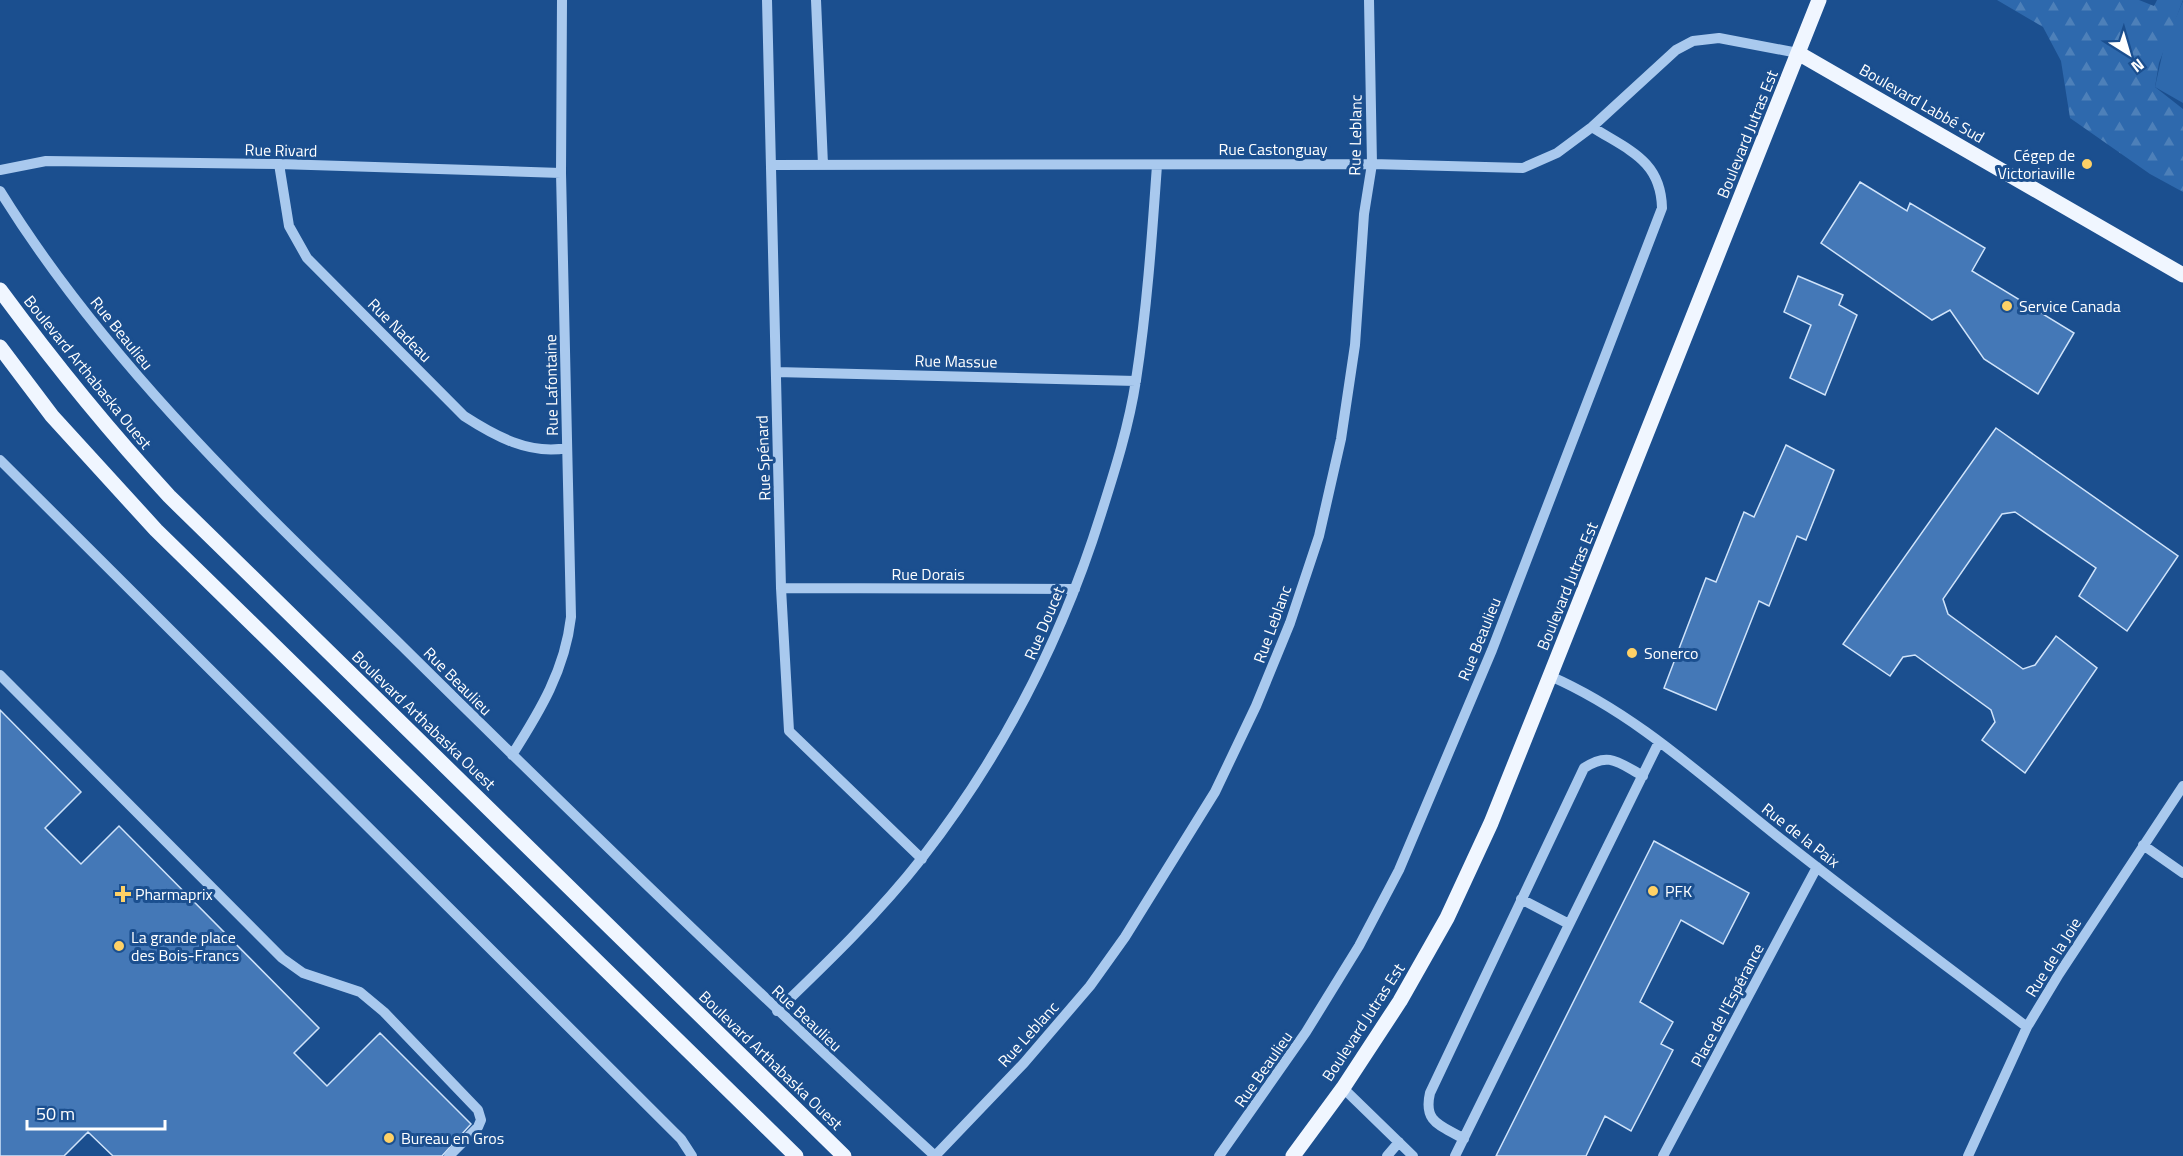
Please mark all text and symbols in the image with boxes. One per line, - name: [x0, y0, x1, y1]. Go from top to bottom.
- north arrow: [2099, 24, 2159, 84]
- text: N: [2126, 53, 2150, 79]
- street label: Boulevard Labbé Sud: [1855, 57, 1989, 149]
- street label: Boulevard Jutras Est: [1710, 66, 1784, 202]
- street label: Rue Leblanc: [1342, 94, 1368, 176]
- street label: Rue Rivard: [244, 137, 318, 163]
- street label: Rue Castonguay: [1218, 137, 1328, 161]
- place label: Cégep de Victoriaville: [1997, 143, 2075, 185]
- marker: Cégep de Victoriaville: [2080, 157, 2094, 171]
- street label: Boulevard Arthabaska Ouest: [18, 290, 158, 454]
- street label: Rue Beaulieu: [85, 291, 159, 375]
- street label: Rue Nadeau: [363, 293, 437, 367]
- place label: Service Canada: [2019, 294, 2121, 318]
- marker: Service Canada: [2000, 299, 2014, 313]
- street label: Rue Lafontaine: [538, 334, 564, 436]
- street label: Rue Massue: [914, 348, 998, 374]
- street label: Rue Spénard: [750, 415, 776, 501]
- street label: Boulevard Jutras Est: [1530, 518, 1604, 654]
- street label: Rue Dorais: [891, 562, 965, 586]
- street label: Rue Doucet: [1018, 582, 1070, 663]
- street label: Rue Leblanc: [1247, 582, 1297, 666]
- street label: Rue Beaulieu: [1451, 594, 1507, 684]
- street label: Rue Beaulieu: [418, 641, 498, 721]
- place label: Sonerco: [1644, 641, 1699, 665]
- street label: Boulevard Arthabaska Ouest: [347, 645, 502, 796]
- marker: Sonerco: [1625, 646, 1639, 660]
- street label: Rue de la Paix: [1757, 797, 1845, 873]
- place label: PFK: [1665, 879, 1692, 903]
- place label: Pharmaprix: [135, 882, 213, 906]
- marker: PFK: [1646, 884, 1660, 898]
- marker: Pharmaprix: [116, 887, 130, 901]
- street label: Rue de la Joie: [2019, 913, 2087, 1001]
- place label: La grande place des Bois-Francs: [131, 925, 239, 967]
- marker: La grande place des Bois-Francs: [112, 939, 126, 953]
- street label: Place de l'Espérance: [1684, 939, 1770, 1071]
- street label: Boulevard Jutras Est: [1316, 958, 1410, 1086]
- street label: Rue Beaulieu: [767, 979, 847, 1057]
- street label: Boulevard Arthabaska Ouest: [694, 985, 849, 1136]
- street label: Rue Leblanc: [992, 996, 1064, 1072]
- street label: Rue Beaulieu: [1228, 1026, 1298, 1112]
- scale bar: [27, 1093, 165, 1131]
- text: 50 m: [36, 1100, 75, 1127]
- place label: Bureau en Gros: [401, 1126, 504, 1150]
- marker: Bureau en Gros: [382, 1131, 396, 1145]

# # # #

Assignment -
Repeat the material above in full and exactly, apart from the pictures.

Solution to this problem -
Please mark all text and symbols in the image with boxes. One per line, - name: [x0, y0, x1, y1]. Go from top to bottom.
- north arrow: [2099, 24, 2159, 84]
- text: N: [2126, 53, 2150, 79]
- street label: Boulevard Labbé Sud: [1855, 57, 1989, 149]
- street label: Boulevard Jutras Est: [1710, 66, 1784, 202]
- street label: Rue Leblanc: [1342, 94, 1368, 176]
- street label: Rue Rivard: [244, 137, 318, 163]
- street label: Rue Castonguay: [1218, 137, 1328, 161]
- place label: Cégep de Victoriaville: [1997, 143, 2075, 185]
- marker: Cégep de Victoriaville: [2080, 157, 2094, 171]
- street label: Boulevard Arthabaska Ouest: [18, 290, 158, 454]
- street label: Rue Beaulieu: [85, 291, 159, 375]
- street label: Rue Nadeau: [363, 293, 437, 367]
- place label: Service Canada: [2019, 294, 2121, 318]
- marker: Service Canada: [2000, 299, 2014, 313]
- street label: Rue Lafontaine: [538, 334, 564, 436]
- street label: Rue Massue: [914, 348, 998, 374]
- street label: Rue Spénard: [750, 415, 776, 501]
- street label: Boulevard Jutras Est: [1530, 518, 1604, 654]
- street label: Rue Dorais: [891, 562, 965, 586]
- street label: Rue Doucet: [1018, 582, 1070, 663]
- street label: Rue Leblanc: [1247, 582, 1297, 666]
- street label: Rue Beaulieu: [1451, 594, 1507, 684]
- street label: Rue Beaulieu: [418, 641, 498, 721]
- place label: Sonerco: [1644, 641, 1699, 665]
- street label: Boulevard Arthabaska Ouest: [347, 645, 502, 796]
- marker: Sonerco: [1625, 646, 1639, 660]
- street label: Rue de la Paix: [1757, 797, 1845, 873]
- place label: PFK: [1665, 879, 1692, 903]
- place label: Pharmaprix: [135, 882, 213, 906]
- marker: PFK: [1646, 884, 1660, 898]
- marker: Pharmaprix: [116, 887, 130, 901]
- street label: Rue de la Joie: [2019, 913, 2087, 1001]
- place label: La grande place des Bois-Francs: [131, 925, 239, 967]
- marker: La grande place des Bois-Francs: [112, 939, 126, 953]
- street label: Place de l'Espérance: [1684, 939, 1770, 1071]
- street label: Boulevard Jutras Est: [1316, 958, 1410, 1086]
- street label: Rue Beaulieu: [767, 979, 847, 1057]
- street label: Boulevard Arthabaska Ouest: [694, 985, 849, 1136]
- street label: Rue Leblanc: [992, 996, 1064, 1072]
- street label: Rue Beaulieu: [1228, 1026, 1298, 1112]
- scale bar: [27, 1093, 165, 1131]
- text: 50 m: [36, 1100, 75, 1127]
- place label: Bureau en Gros: [401, 1126, 504, 1150]
- marker: Bureau en Gros: [382, 1131, 396, 1145]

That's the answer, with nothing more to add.